Tuesday, November 29, 2005

Run!


Last night I dreamt that a large group of people and I were being hunted. One by one we were being killed and only I knew how to stop it. I kept screaming "You have to create! It's the only good humans do." Creating will save us, huh? I might not be consciously worried about my current lack of musical endeavourers, but hoo boy my sub-conscious pissed off. For some reason I find this deeply funny.

Friday, November 25, 2005

Tidal


My days are filled with work, work, more work and the occasional bit of eating, sleeping and snuggling. I bought the new Metric album and it's been sitting, unopened, for weeks now. Life has gotten in the way of music.

This isn't the first time this has happened and it won't be the last. What I'm really worried about is how not worried I am. I mean, I'm supposed to love making music, right? Why am I not getting uptight about having no time to do it?

I've got another creative project on the go and that keeps the anxiety somewhat at bay. I'm building a fixed gear bicycle. My life has two points around which it ellipses, music and bicycles. Right now I'm swinging closer to the bike one because of the second job. With the coming of real winter that job will diminish to a few hours a week. I'm hoping at that point I'll pick up where I left off and finish the damn song that's sitting on the hard drive.

I guess like everything else, my desire to make music goes through ebbs and flows and right now it's ebbing. On the plus side, sometimes when I break out of the doldrums my playing improves rapidly. That'd be nice, I feel like I've not improved much since I recovered from the broken arm.

Enough whining and poorly constructed oceanic metaphors!

*The picture is the frame I'm using to build the fixy. I found it abandoned in the middle of a street late one night. I'm calling it Lonely because it's going to be single speed.

Saturday, November 12, 2005

Notice


THE E LEVATORS S eamy Y ellow U nderbelly (Independent)
Two songs, both clocking in at under two-and-a-half minutes, both instrumental garage-band takedowns of familiar numbers. It's hard to say which one is more appealing--the speedy, surf punk wind up of that old Sesame Street sing-a-long classic, "R ubber
D uckie," or the slightly ridiculous lurch through "F rankie and
J ohnny." Probably the most conceptually-perfect EP you'll hear all year.

T om M urray
From See Magazine (a free weekly arts paper)

Hmmp. I think that while F + J is slightly ridiculous but it might not seem so if it'd been mixed properly. The point of the tune is to show off E's drumming but she's too quiet in the mix. I'm not sure how conceptually perfect the thing is, although the cover art is brilliant. P has a knack for that stuff, but how can it be conceptually perfect when we really didn't have a concept?

Ah well, it's not for sale and we don't have any gigs lined up so the review is purely for our enjoyment, and truth be told: it did give me a little thrill.
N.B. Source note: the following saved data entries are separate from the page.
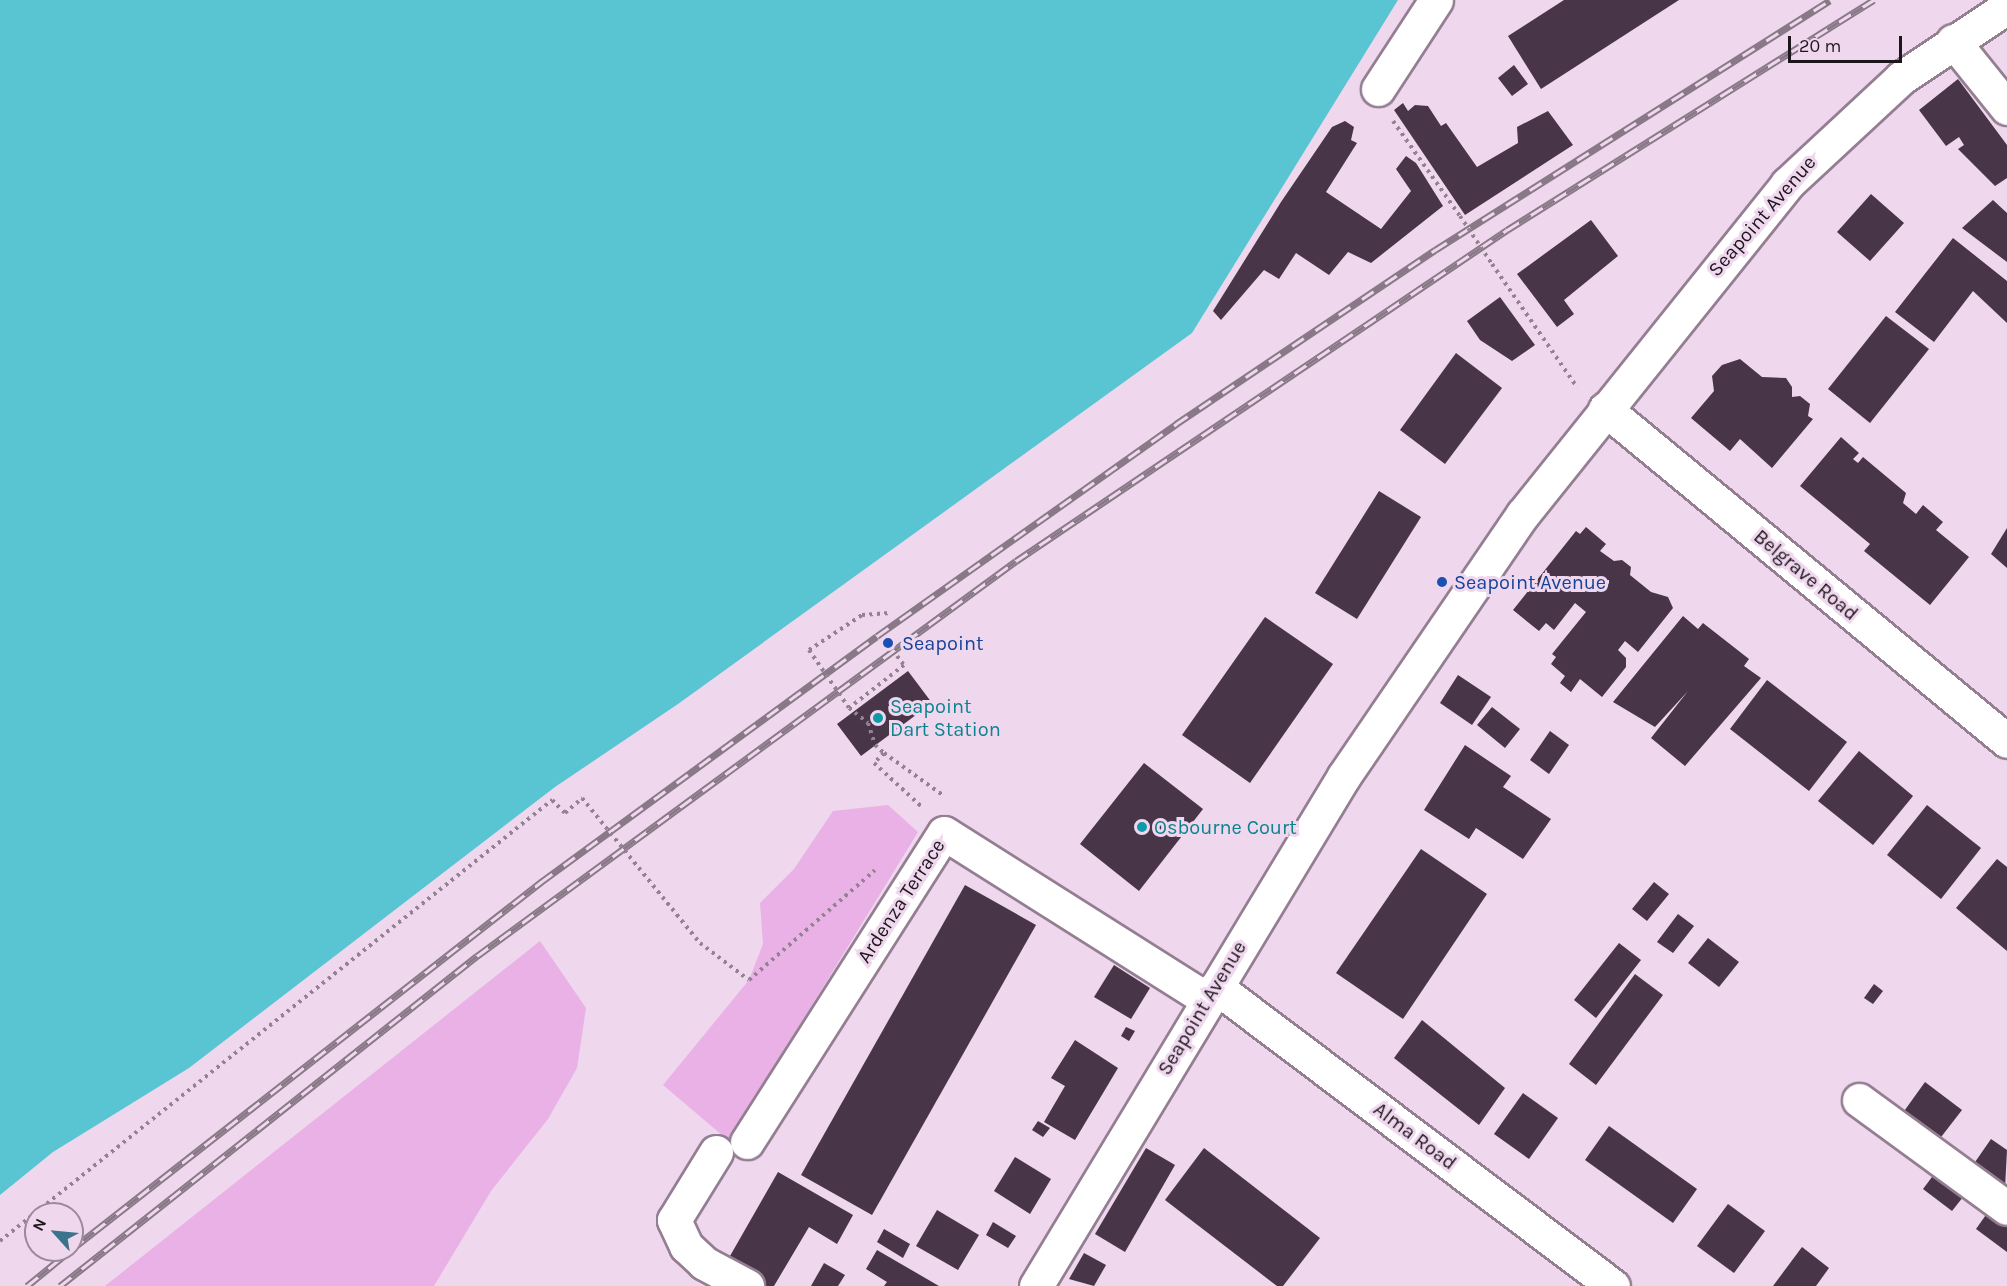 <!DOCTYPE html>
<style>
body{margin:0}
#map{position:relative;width:2007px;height:1286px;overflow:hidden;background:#efd7ed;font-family:Karla,sans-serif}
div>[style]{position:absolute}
.green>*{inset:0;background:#e9b1e5}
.water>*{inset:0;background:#59c5d2}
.building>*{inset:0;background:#483547}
.path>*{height:4px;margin-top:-2px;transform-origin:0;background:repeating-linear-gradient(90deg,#938291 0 3px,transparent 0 7.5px)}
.roads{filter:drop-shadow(2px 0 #947e92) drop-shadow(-2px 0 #947e92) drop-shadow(0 2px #947e92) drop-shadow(0 -2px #947e92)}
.minor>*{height:33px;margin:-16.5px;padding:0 16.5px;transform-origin:16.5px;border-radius:16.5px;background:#fff}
.highway>*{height:33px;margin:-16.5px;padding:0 16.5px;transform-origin:16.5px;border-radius:16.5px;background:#fff}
.rail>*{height:7px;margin-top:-3.5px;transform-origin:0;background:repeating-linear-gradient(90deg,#efd7ed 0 14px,#897987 0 28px);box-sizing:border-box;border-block:2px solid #897987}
.path-bridge>*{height:4px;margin-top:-2px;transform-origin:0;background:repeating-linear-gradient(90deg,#938291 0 3px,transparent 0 7.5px)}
.dots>*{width:16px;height:16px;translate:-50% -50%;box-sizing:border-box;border:3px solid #efd7ed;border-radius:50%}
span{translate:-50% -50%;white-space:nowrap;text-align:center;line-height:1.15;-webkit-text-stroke:6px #efd7ed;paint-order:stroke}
.street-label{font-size:20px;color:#1e161d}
.transit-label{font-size:20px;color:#164399}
.left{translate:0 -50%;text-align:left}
.culture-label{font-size:20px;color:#0d838f}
.north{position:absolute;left:24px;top:1202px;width:60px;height:60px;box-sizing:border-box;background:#efd7ed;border:2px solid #9b8a9a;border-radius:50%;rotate:297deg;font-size:16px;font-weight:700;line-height:24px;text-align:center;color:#1e161d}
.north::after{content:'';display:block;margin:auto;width:21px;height:27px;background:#3b738d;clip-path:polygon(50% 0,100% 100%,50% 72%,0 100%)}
.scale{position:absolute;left:1788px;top:36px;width:114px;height:27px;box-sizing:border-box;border:3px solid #1e161d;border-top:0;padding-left:8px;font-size:18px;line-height:21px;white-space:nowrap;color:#1e161d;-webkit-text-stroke:4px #efd7ed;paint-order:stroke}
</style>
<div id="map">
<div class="green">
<i style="clip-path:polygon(888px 805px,918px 832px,729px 1141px,663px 1085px,749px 980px,763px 944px,760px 903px,794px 869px,833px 811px)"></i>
<i style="clip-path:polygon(540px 941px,586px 1008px,577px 1068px,548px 1119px,491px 1191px,434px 1286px,105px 1286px)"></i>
</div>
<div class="water">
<i style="clip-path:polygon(0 0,1398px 0,1192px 333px,678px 704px,555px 787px,189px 1068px,53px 1152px,0 1195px)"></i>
</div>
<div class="building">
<i style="clip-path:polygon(1564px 0,1679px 0,1541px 89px,1508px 36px)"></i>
<i style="clip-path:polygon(1514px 65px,1528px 84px,1512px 96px,1498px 78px)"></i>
<i style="clip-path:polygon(1958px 79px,2007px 145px,2007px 178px,1995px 186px,1958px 149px,1964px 145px,1959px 137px,1946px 146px,1919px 110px)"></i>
<i style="clip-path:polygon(1403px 103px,1408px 111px,1415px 105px,1428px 106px,1441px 126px,1446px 123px,1477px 167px,1518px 143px,1517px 127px,1548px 111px,1573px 145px,1465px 215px,1394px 110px)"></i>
<i style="clip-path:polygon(1345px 121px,1354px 127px,1351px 140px,1357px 143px,1326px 192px,1381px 229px,1411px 191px,1396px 169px,1406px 156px,1416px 163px,1443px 206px,1371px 263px,1348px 252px,1329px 275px,1296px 253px,1279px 279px,1264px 270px,1221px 320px,1213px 311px,1281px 202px,1332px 127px)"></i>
<i style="clip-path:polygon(1871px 194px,1904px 223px,1870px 261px,1837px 232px)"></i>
<i style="clip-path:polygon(1993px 200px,2007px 213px,2007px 262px,1962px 228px)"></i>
<i style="clip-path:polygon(1591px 220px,1618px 256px,1564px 300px,1574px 314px,1557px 327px,1517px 274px)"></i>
<i style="clip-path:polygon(1953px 238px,2007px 281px,2007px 323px,1973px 291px,1934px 342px,1895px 312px)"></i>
<i style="clip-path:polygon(1500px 297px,1535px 345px,1512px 361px,1480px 340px,1467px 321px)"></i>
<i style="clip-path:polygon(1886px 316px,1929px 349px,1870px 423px,1828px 389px)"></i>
<i style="clip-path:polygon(1456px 353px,1502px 388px,1445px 464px,1400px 430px)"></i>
<i style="clip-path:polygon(1740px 359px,1762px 377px,1786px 378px,1792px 387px,1792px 397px,1800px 396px,1810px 404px,1808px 416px,1813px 419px,1772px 468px,1740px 439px,1730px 451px,1691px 418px,1714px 391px,1712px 376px,1722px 365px)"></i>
<i style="clip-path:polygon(1841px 437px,1859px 453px,1853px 459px,1858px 463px,1863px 457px,1906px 493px,1903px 503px,1916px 514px,1923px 505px,1943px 522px,1936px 530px,1969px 557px,1930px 605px,1864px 551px,1870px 544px,1800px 486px)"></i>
<i style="clip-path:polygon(1379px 491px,1421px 517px,1357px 619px,1315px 593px)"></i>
<i style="clip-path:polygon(1586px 527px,1606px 544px,1600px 551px,1614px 561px,1622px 560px,1631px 567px,1630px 575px,1651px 592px,1668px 597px,1673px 608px,1638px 652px,1625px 641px,1618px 650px,1626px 658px,1626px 667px,1602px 697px,1580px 679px,1571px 692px,1560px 683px,1565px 676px,1551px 664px,1556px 657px,1552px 654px,1586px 612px,1575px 603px,1554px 630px,1546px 623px,1539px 631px,1513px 610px,1576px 531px,1580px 534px)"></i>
<i style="clip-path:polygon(2007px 528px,2007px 568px,1991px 554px)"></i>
<i style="clip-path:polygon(1683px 616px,1698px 629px,1703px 623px,1749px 659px,1744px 666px,1761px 678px,1685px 766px,1651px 738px,1688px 691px,1655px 727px,1613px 702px)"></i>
<i style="clip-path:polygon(1265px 617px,1333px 664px,1250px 783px,1182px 735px)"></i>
<i style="clip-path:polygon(908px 671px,932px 703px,861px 756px,837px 724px)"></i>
<i style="clip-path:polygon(1458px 675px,1491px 697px,1472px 725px,1440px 703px)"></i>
<i style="clip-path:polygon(1767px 680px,1847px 742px,1809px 791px,1730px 729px)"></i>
<i style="clip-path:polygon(1492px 707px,1520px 729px,1505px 748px,1477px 725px)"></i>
<i style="clip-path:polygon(1550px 731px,1569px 745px,1549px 774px,1530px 760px)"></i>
<i style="clip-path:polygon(1465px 745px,1511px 776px,1503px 787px,1551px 819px,1523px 859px,1476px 828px,1469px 839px,1424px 810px)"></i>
<i style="clip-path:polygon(1859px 751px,1913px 796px,1873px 845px,1818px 801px)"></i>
<i style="clip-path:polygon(1144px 763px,1203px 809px,1139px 891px,1080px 844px)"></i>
<i style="clip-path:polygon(1927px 805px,1981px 848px,1941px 899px,1887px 855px)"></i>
<i style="clip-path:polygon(1421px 849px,1487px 894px,1403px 1019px,1336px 973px)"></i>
<i style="clip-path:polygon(1997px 859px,2007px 867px,2007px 951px,1956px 908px)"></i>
<i style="clip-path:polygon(1654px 882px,1669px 894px,1647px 921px,1632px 909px)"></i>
<i style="clip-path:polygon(965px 885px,1036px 925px,872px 1215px,801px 1175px)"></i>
<i style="clip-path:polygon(1678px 914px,1694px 926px,1673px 953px,1657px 942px)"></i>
<i style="clip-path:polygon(1708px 938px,1739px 962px,1719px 987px,1688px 963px)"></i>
<i style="clip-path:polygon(1619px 943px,1641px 960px,1596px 1018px,1574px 1000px)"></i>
<i style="clip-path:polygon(1114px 965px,1150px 988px,1131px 1019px,1094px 997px)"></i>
<i style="clip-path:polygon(1635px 974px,1663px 995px,1596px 1085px,1569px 1064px)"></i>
<i style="clip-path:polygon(1874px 984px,1883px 991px,1873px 1004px,1864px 998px)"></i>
<i style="clip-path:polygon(1422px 1020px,1505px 1088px,1479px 1125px,1394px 1058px)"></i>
<i style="clip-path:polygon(1126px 1027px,1135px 1031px,1129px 1041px,1121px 1036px)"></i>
<i style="clip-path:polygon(1075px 1040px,1118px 1068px,1075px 1140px,1044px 1122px,1065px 1086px,1051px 1078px)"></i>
<i style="clip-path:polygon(1925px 1082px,1962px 1110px,1938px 1141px,1902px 1114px)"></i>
<i style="clip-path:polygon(1523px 1093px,1558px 1118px,1529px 1159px,1494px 1134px)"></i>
<i style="clip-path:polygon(1038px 1121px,1050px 1128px,1043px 1137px,1032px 1130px)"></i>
<i style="clip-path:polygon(1609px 1126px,1697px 1189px,1673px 1223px,1585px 1160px)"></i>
<i style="clip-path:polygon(1991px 1139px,2007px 1150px,2005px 1188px,1973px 1165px)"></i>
<i style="clip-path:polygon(1146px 1148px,1175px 1165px,1125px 1252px,1095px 1234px)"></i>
<i style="clip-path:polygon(1204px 1148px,1320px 1238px,1283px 1286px,1277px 1286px,1165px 1200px)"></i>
<i style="clip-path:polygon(1015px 1157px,1051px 1179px,1030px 1214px,994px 1191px)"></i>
<i style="clip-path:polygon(1938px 1169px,1967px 1192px,1952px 1211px,1923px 1189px)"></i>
<i style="clip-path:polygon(778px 1172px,853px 1215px,837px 1244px,809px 1227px,774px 1286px,765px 1286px,726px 1263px)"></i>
<i style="clip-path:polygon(1995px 1202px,2007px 1211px,2007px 1252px,1976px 1229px)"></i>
<i style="clip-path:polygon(1728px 1204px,1765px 1231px,1734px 1273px,1697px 1246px)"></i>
<i style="clip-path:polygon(937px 1210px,979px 1235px,958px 1270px,916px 1246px)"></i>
<i style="clip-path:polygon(993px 1222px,1016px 1236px,1008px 1248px,986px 1235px)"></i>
<i style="clip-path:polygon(884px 1229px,910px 1244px,903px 1258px,877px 1242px)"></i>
<i style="clip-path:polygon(1802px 1247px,1829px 1268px,1816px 1286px,1773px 1286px)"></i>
<i style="clip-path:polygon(877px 1250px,939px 1286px,884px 1286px,887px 1282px,866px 1269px)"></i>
<i style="clip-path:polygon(1084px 1253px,1106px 1265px,1094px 1286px,1069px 1279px)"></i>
<i style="clip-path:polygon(824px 1263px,845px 1275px,838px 1286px,811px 1286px)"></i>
</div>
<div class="path">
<i style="left:1393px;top:121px;width:116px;rotate:54.8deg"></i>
<i style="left:1492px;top:264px;width:150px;rotate:55.4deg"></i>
<i style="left:809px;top:650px;width:64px;rotate:-33.4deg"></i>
<i style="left:862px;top:615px;width:28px;rotate:-4deg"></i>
<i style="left:897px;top:656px;width:11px;rotate:52deg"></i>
<i style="left:904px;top:665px;width:70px;rotate:142deg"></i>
<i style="left:849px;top:708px;width:24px;rotate:38deg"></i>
<i style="left:868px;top:723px;width:23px;rotate:72deg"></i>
<i style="left:875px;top:745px;width:12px;rotate:42deg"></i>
<i style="left:884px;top:753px;width:74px;rotate:35.6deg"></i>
<i style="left:884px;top:753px;width:14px;rotate:135deg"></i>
<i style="left:874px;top:763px;width:65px;rotate:42.5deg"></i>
<i style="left:700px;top:943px;width:61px;rotate:37.1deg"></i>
<i style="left:749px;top:980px;width:167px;rotate:-41.1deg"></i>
<i style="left:0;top:1241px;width:707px;rotate:-38.62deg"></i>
<i style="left:552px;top:800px;width:18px;rotate:45deg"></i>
<i style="left:565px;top:813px;width:23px;rotate:-41deg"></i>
</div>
<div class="roads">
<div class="minor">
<i style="left:1953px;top:41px;width:86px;rotate:51.1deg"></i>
<i style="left:1378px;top:89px;width:106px;rotate:-56.9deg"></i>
<i style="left:1605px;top:409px;width:521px;rotate:39.55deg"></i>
<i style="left:1216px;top:987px;width:497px;rotate:37deg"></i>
<i style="left:1859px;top:1100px;width:183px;rotate:36.1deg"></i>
<i style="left:747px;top:1142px;width:366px;rotate:-57.5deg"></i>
<i style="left:944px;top:833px;width:312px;rotate:32.3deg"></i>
<i style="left:716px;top:1152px;width:80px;rotate:121.7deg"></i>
<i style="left:674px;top:1220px;width:29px;rotate:65deg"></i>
<i style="left:686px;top:1246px;width:25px;rotate:43deg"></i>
<i style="left:704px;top:1263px;width:49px;rotate:28.1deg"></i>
</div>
<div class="highway">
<i style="left:1036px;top:1286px;width:596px;rotate:-58.87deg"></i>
<i style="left:1344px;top:776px;width:317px;rotate:-55.7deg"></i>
<i style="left:1523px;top:514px;width:423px;rotate:-51.3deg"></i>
<i style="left:1787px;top:184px;width:156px;rotate:-42.9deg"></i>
<i style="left:1901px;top:78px;width:128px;rotate:-33.8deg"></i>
</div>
</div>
<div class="rail">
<i style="left:72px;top:1249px;width:596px;rotate:-38.04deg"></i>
<i style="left:541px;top:882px;width:416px;rotate:-36.2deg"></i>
<i style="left:877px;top:636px;width:367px;rotate:-35.3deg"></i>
<i style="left:1176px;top:424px;width:312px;rotate:-33.9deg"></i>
<i style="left:1435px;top:250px;width:467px;rotate:-32.3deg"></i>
<i style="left:27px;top:1286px;width:57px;rotate:-39.3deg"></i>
<i style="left:60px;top:1286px;width:532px;rotate:-38.36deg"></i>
<i style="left:477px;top:956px;width:668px;rotate:-36.24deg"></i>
<i style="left:1016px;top:561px;width:592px;rotate:-33.99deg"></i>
<i style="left:1507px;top:230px;width:433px;rotate:-32.1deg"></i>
</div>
<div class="path-bridge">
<i style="left:1460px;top:216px;width:58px;rotate:56.3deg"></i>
<i style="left:809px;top:650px;width:70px;rotate:55.4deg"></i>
<i style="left:582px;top:798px;width:187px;rotate:50.9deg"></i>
</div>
<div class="dots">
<i style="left:1442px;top:582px;background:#1a4fb4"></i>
<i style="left:888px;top:643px;background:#1a4fb4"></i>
<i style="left:878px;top:718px;background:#0f9aa8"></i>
<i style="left:1142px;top:827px;background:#0f9aa8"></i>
</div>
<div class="street-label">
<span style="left:1762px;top:216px;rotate:-49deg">Seapoint Avenue</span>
<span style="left:1806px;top:575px;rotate:40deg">Belgrave Road</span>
<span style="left:901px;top:901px;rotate:-57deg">Ardenza Terrace</span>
<span style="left:1202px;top:1008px;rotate:-59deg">Seapoint Avenue</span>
<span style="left:1415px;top:1136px;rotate:37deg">Alma Road</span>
</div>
<div class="transit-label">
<span class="left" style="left:1454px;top:582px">Seapoint Avenue</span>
<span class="left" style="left:902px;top:643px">Seapoint</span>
</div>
<div class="culture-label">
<span class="left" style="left:890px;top:718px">Seapoint<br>Dart Station</span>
<span class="left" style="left:1154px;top:827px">Osbourne Court</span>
</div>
<div class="north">N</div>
<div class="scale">20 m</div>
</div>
Oh and in the interests of full disclosure: Tom is an old friend.

If anyone has the slightest interest I'll mail you a free copy, assuming I can pry one out of P's clutching hands.

Tuesday, November 01, 2005

Halloween




We played the second of our two annual gigs on Saturday. The Halloween bash at the practice space. It went well, we played damn fine if I do say so myself. We're not a compelling band to watch, a bunch of finger gazers and nary a rock-star among us. That said it was a good time and I think people enjoyed it.

It's too bad in the one picture that my glasses have slid down and my mouth is hanging open. I'd wired the sunglasses to my prescription ones and getting them off mid set wasn't in the cards. The picture is me trying desperately to see the dots on the neck of my guitar.

The other picture is me and the fabulous E, drummer extraordinaire. Our band theme was Lounge Act from Garagistan: "We come to your country to play your women and marry your rock and roll!"